MARD simplifies access to financing for farmers: debureaucratic procedures and support
The decision adopted on Thursday aims to modernize and simplify the way in which funds intended to guarantee agricultural loans are managed. Thus, developed on the basis of GO no. 19/2025, the normative act eliminates bureaucratic barriers and optimizes financial flows to support the common agricultural policies.
The new legal framework aims to streamline the activity of the guarantee funds (FGCR and FNGCIMM) through the following key measures:
Alignment of accounting records with international standards in the field: the obligation to record the amounts made available by MARD as „subordinated loans” has been eliminated. These will be highlighted distinctly, reflecting more accurately the financial reality and accelerating reporting processes.
Clarity in risk assumption: the Romanian state, through MARD, directly assumes the credit risk for commitments contracted through guarantee funds. This clarification provides greater security to banking partners and, implicitly, better conditions for farmers.
Uniform rules for the reintegration of funds: a uniform mechanism has been created through which the amounts used to pay the executed guarantees can be re-integrated directly from the state budget. This ensures the continuity of the guarantee flow without financial blockages.
Extended support for aquaculture and fisheries: the granting of letters of guarantee for the 2021–2027 Program is regulated, on the basis of the amounts managed by the FGCR and FNGCIMM, facilitating the absorption of European funds in this sector.
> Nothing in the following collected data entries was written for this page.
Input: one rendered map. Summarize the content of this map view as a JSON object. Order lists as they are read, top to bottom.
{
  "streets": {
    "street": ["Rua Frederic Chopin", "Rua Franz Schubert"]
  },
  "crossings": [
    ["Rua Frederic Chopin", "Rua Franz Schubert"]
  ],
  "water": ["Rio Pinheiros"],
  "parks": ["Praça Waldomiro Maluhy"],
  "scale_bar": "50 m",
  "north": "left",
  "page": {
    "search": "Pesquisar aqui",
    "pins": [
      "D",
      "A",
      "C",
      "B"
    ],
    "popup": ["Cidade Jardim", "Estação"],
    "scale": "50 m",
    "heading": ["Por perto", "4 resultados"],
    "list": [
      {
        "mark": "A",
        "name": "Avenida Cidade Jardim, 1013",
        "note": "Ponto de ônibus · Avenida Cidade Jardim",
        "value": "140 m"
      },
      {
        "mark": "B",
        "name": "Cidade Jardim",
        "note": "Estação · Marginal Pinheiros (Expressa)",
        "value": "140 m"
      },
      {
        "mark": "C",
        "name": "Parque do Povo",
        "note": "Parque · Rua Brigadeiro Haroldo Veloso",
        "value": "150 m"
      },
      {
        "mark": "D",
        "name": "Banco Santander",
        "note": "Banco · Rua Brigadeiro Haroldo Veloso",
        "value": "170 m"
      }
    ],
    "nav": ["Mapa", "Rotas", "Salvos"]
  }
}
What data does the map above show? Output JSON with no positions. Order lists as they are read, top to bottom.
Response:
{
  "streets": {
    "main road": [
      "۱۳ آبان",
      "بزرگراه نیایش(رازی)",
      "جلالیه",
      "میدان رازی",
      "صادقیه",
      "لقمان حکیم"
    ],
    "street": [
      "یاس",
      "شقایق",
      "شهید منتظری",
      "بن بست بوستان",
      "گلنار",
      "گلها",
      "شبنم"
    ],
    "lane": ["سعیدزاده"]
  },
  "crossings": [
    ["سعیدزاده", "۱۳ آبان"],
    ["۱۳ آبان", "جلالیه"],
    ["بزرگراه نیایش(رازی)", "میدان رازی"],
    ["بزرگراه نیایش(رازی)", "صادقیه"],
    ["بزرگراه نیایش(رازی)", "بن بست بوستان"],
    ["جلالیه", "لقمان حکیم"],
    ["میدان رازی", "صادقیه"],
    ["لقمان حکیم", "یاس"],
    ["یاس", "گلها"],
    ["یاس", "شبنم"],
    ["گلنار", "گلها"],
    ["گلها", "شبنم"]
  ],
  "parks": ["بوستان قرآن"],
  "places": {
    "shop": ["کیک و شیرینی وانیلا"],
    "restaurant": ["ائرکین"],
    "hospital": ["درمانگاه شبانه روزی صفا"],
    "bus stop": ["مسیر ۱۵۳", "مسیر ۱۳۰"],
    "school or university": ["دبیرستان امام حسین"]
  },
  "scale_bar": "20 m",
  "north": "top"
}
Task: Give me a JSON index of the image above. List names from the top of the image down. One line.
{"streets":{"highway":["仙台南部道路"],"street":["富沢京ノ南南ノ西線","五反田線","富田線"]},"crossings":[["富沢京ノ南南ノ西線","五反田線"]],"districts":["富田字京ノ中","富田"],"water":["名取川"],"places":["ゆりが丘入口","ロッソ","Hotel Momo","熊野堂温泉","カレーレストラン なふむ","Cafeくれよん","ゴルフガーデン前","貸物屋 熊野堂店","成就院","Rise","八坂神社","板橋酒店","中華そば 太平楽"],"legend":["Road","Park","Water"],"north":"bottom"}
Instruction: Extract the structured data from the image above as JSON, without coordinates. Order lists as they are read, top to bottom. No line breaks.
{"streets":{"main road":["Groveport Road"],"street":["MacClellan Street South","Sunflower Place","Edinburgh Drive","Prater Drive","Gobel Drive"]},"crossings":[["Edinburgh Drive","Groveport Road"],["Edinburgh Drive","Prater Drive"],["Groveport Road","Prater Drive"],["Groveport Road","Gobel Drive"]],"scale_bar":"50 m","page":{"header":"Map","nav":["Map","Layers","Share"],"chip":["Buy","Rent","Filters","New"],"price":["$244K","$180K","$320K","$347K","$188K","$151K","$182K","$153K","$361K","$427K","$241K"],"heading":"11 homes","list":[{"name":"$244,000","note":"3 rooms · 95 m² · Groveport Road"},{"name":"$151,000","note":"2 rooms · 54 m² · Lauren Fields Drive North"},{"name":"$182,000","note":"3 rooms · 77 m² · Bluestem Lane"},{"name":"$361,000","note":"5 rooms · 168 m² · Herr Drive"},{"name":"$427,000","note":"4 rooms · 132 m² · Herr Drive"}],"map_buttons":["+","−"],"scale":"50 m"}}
“Through this regulatory act, we are transforming guarantee mechanisms from rigid instruments into real levers for supporting farmers. We are simplifying accounting, clarifying risks and ensuring that unused funds return to the agricultural sector through new de minimis schemes or solid guarantees,” said the Minister of Agriculture and Rural Development, Florin-Ionuţ Barbu.
An important strategic change concerns the reuse of unused funds (including those remaining from the SAPARD Program or from the reimbursement of guaranteed loans). These amounts can be quickly directed towards increasing the share capital of the FGCR, financing de minimis schemes for which the MARD is the provider, or towards covering the costs of running support programs.